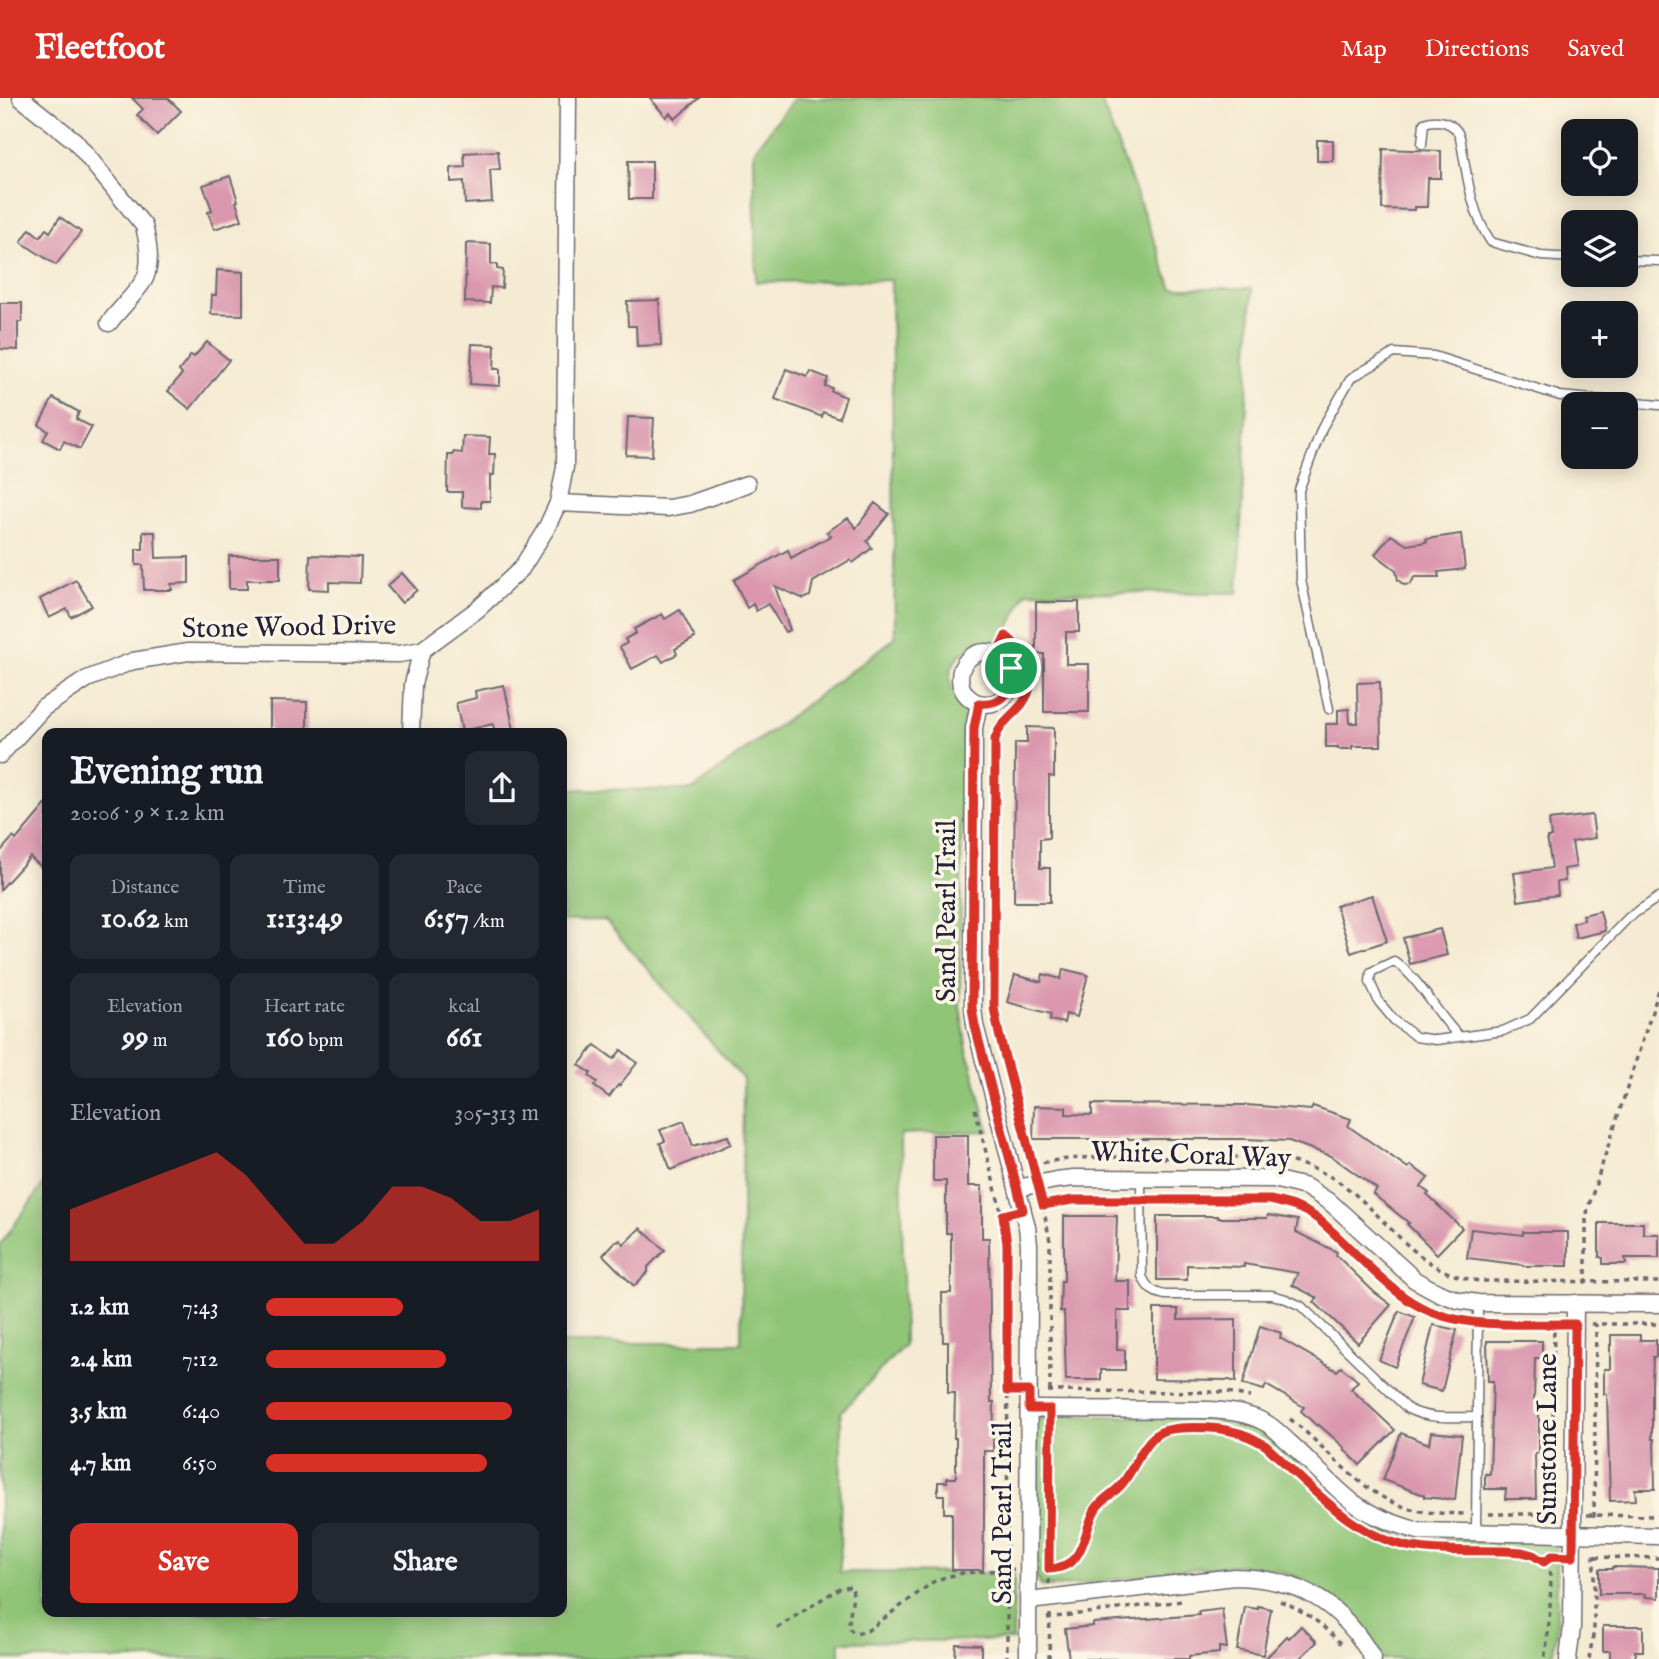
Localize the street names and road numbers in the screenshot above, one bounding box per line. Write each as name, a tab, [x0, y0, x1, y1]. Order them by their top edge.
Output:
street label: Stone Wood Drive	[181, 609, 397, 647]
street label: Sand Pearl Trail	[930, 819, 965, 1003]
street label: White Coral Way	[1090, 1135, 1292, 1177]
street label: Sunstone Lane	[1531, 1353, 1566, 1525]
street label: Sand Pearl Trail	[986, 1421, 1021, 1605]

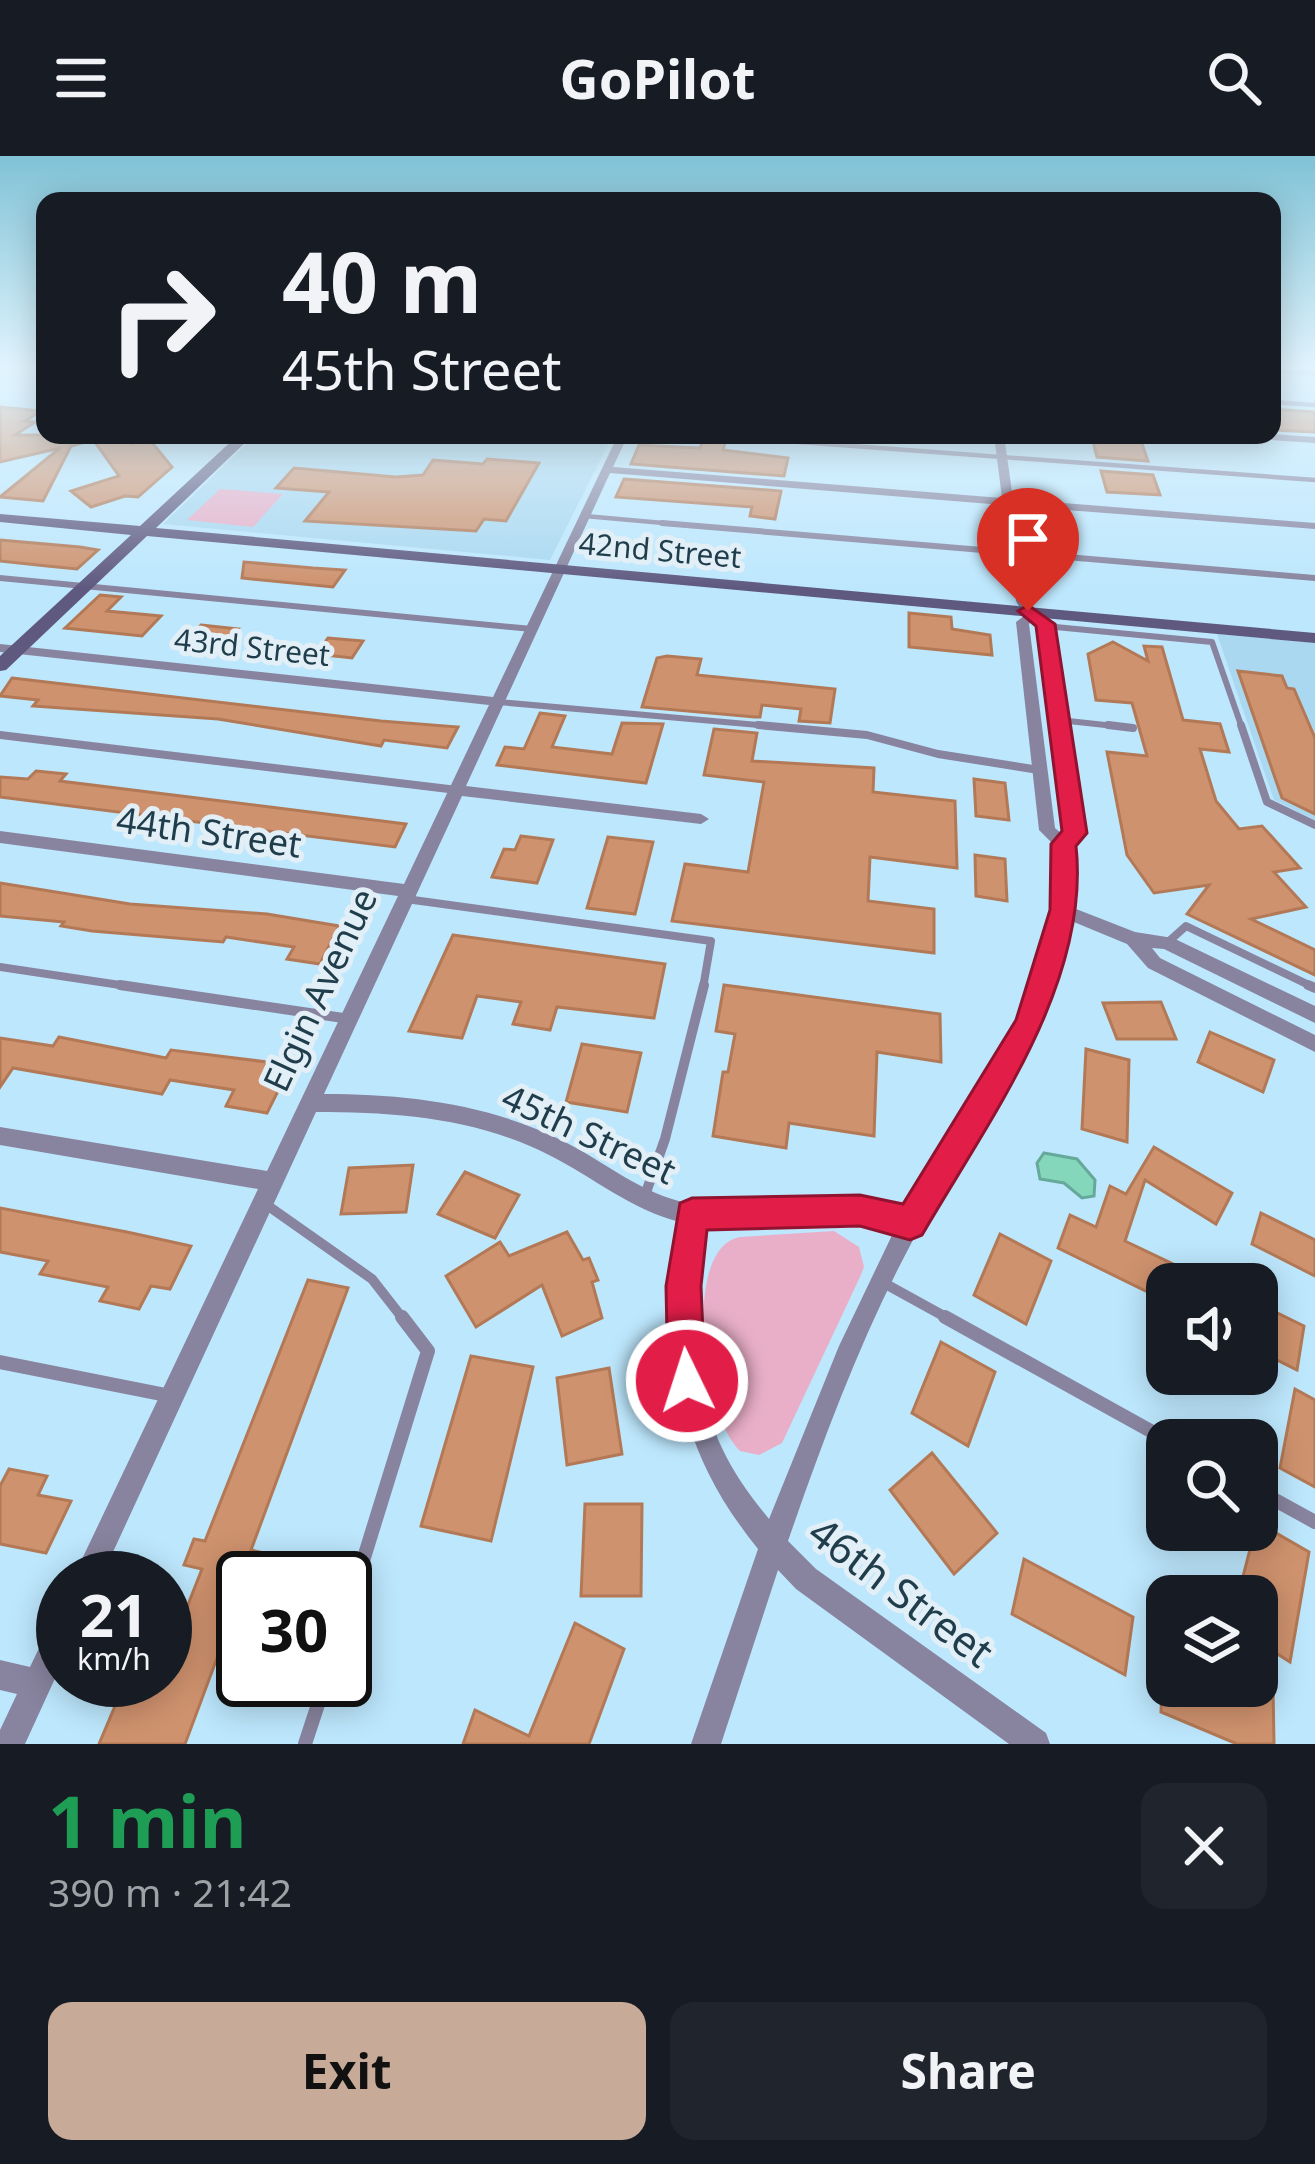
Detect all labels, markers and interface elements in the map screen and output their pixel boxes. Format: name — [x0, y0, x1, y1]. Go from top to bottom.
text: GoPilot — [560, 41, 755, 115]
icon: menu — [48, 45, 114, 111]
icon: search — [1201, 45, 1267, 111]
text: 40 m — [282, 223, 482, 338]
icon: right — [84, 240, 240, 396]
text: 45th Street — [282, 332, 561, 406]
pin — [977, 488, 1079, 611]
icon: arrive — [995, 506, 1061, 572]
street label: 42nd Street — [577, 522, 743, 577]
street label: 43rd Street — [172, 618, 332, 675]
street label: 44th Street — [113, 794, 305, 869]
street label: Elgin Avenue — [251, 880, 388, 1099]
street label: 45th Street — [494, 1072, 684, 1195]
map controls — [1146, 1263, 1278, 1707]
button: sound — [1146, 1263, 1278, 1395]
position arrow — [624, 1318, 750, 1444]
button: search — [1146, 1419, 1278, 1551]
street label: 46th Street — [798, 1503, 1006, 1679]
speed limit sign: 30 — [216, 1551, 372, 1707]
text: 21 — [80, 1573, 148, 1655]
button: layers — [1146, 1575, 1278, 1707]
text: km/h — [77, 1638, 151, 1679]
text: 1 min — [48, 1771, 246, 1869]
button: close — [1141, 1783, 1267, 1909]
text: 390 m · 21:42 — [48, 1865, 292, 1918]
button: Exit — [48, 2002, 646, 2140]
button: Share — [670, 2002, 1267, 2140]

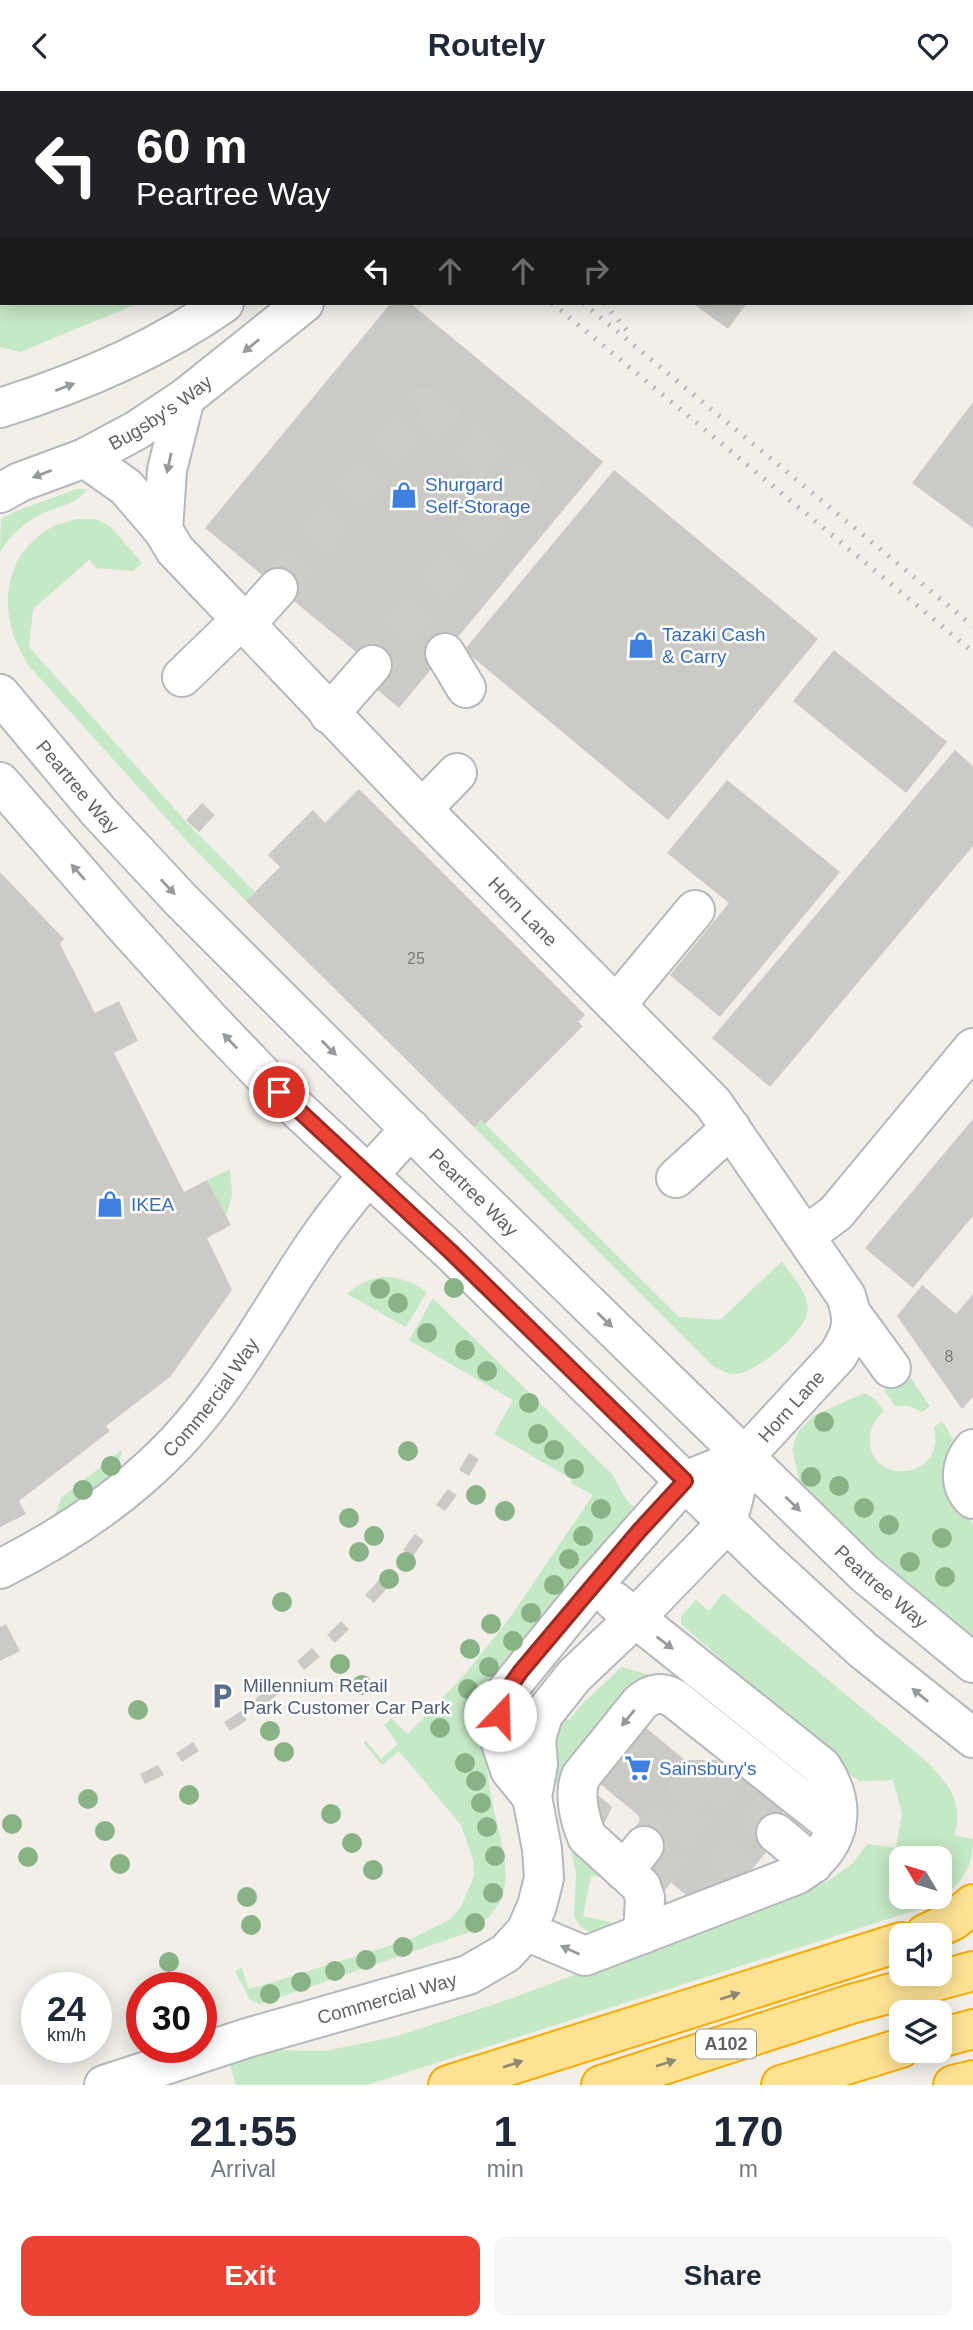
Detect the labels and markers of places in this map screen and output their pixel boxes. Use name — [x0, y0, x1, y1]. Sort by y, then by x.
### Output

^^^^^^^^^^^^^^^^

From the first line to the last, repeat the entries exactly and leave out the pictures.

Result below
Localize the street names and road numbers in the screenshot above, one bounding box per line. Write each as name, a tab, [x0, y0, x1, y1]. Order them by their top edge.
Output:
street label: Stone Wood Drive	[181, 609, 397, 647]
street label: Sand Pearl Trail	[930, 819, 965, 1003]
street label: White Coral Way	[1090, 1135, 1292, 1177]
street label: Sunstone Lane	[1531, 1353, 1566, 1525]
street label: Sand Pearl Trail	[986, 1421, 1021, 1605]

Detect all labels, markers and interface elements in the map screen and output their pixel boxes. Format: name — [x0, y0, x1, y1]. Go from top to bottom.
text: GoPilot — [560, 41, 755, 115]
icon: menu — [48, 45, 114, 111]
icon: search — [1201, 45, 1267, 111]
text: 40 m — [282, 223, 482, 338]
icon: right — [84, 240, 240, 396]
text: 45th Street — [282, 332, 561, 406]
pin — [977, 488, 1079, 611]
icon: arrive — [995, 506, 1061, 572]
street label: 42nd Street — [577, 522, 743, 577]
street label: 43rd Street — [172, 618, 332, 675]
street label: 44th Street — [113, 794, 305, 869]
street label: Elgin Avenue — [251, 880, 388, 1099]
street label: 45th Street — [494, 1072, 684, 1195]
map controls — [1146, 1263, 1278, 1707]
button: sound — [1146, 1263, 1278, 1395]
position arrow — [624, 1318, 750, 1444]
button: search — [1146, 1419, 1278, 1551]
street label: 46th Street — [798, 1503, 1006, 1679]
speed limit sign: 30 — [216, 1551, 372, 1707]
text: 21 — [80, 1573, 148, 1655]
button: layers — [1146, 1575, 1278, 1707]
text: km/h — [77, 1638, 151, 1679]
text: 1 min — [48, 1771, 246, 1869]
button: close — [1141, 1783, 1267, 1909]
text: 390 m · 21:42 — [48, 1865, 292, 1918]
button: Exit — [48, 2002, 646, 2140]
button: Share — [670, 2002, 1267, 2140]

Detect the labels and markers of places in this map screen and output their pixel boxes. Use name — [x0, y0, x1, y1]. Sort by y, then by x.
### Output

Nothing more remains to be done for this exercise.